Häufig gestellte Fragen zum ELISA

ELISA ist eines der grundlegenden Experimente in der Immunologie, und die meisten Forscher im Bereich der Lebenswissenschaften sind damit vertraut. Aufgrund seiner Eigenschaften von starker Spezifität, hoher Empfindlichkeit und genauer Quantifizierung wird die ELISA-Technologie sowohl in der Grundlagenforschung als auch in der klinischen Diagnostik weit verbreitet eingesetzt.

Der ELISA-Assay umfasst wenige Schritte und einen kurzen Arbeitsablauf. Darüber hinaus werden Kits von hochinformativen Gebrauchsanweisungen begleitet, die es auch Anfängern ermöglichen, das Verfahren schnell zu meistern. Es ist jedoch wichtig, diese Technik nicht zu unterschätzen. Ähnlich wie bei anderen grundlegenden immunologischen Experimenten wie WB (Western Blot) und IHC (Immunhistochemie) ist ELISA leicht zu lernen, aber schwer zu beherrschen. Während der Einstieg einfach ist, erfordert die Erzielung konsistenter und zuverlässiger Ergebnisse sorgfältige Aufmerksamkeit für Details. Daher haben wir eine Liste häufiger Probleme zusammengestellt, die bei ELISA-Experimenten auftreten können.

Frage 1: Kann ELISA intrazelluläre Proteine nachweisen?

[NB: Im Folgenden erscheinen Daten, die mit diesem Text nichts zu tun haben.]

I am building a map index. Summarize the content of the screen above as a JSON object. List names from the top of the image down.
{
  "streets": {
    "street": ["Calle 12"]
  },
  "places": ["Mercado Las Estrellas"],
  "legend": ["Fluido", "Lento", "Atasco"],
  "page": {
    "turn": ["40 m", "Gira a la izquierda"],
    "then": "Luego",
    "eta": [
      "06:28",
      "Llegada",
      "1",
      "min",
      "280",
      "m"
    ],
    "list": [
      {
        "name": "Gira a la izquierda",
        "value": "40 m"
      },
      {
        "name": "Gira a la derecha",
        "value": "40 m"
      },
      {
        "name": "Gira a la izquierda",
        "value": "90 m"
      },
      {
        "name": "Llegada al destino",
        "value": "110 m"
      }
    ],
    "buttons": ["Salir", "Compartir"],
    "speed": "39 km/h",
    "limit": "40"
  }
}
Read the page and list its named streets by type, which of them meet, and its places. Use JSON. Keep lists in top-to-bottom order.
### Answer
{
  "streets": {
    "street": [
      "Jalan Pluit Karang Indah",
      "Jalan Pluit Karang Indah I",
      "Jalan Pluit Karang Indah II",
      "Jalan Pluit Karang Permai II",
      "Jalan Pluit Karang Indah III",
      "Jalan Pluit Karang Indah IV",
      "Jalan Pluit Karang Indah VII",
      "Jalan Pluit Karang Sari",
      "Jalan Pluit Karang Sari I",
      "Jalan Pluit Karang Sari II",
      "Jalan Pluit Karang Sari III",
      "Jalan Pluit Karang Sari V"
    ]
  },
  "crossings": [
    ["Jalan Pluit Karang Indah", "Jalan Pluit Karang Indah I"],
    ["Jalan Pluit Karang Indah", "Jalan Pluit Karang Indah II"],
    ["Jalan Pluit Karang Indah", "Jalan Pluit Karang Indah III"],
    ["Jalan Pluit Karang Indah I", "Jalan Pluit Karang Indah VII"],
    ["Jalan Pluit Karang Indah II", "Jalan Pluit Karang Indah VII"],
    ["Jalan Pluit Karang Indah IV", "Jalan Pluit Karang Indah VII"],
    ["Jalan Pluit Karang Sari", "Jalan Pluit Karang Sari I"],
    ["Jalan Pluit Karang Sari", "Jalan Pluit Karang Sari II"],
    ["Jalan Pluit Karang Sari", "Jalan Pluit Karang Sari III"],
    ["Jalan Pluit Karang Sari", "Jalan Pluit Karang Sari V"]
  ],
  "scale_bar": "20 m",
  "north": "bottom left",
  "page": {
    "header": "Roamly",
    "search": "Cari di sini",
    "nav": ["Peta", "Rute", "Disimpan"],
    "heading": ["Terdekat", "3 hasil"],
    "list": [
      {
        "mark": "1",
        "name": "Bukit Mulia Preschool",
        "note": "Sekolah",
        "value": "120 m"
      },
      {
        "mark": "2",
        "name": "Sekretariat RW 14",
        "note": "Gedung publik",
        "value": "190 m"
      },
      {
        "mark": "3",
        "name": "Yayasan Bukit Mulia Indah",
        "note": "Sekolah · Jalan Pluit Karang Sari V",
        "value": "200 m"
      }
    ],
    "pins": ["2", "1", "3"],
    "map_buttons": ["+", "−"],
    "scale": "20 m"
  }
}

Antwort 1: Ja, das ist möglich. Die meisten Indikatoren für ELISA sind sekretierte Proteine wie Entzündungsfaktoren und Chemokine, und die unterstützten Probenarten sind meist flüssige Proben wie Serum, Plasma und Zellkulturüberstände. Wenn intrazelluläre Proteine nachgewiesen werden müssen, sollten folgende Schritte unternommen werden: Erstens, bestätigen Sie, ob das Zielindikator intrazellulär exprimiert wird; zweitens wählen Sie ein ELISA-Kit aus, das den Testprobenstandards entspricht. Anschließend lysieren Sie Gewebeproben oder Zellproben, um intrazelluläre Proteine zu extrahieren, und führen eine Proteinquantifizierung durch, um sicherzustellen, dass die Gesamtmenge an Proben in jeder Welle konsistent ist.

Frage 2: Kann ELISA DNA-Epigenetik nachweisen?

Antwort 2: Nein, das ist nicht möglich. ELISA ist eine Technik, die immunologische Prinzipien nutzt, um Proteinexpression quantitativ zu detektieren. Für den Nachweis von DNA-Epigenetik – mit Schwerpunkt auf DNA-Methylierung – wird die ChIP-Technik (Chromatin-Immunpräzipitation) empfohlen.

Frage 3: Sind das Antikörper zum Auffangen (Capture Antibody) und das detektierende Antikörper (Detection Antibody) im Sandwich-ELISA-Assay derselbe Antikörper?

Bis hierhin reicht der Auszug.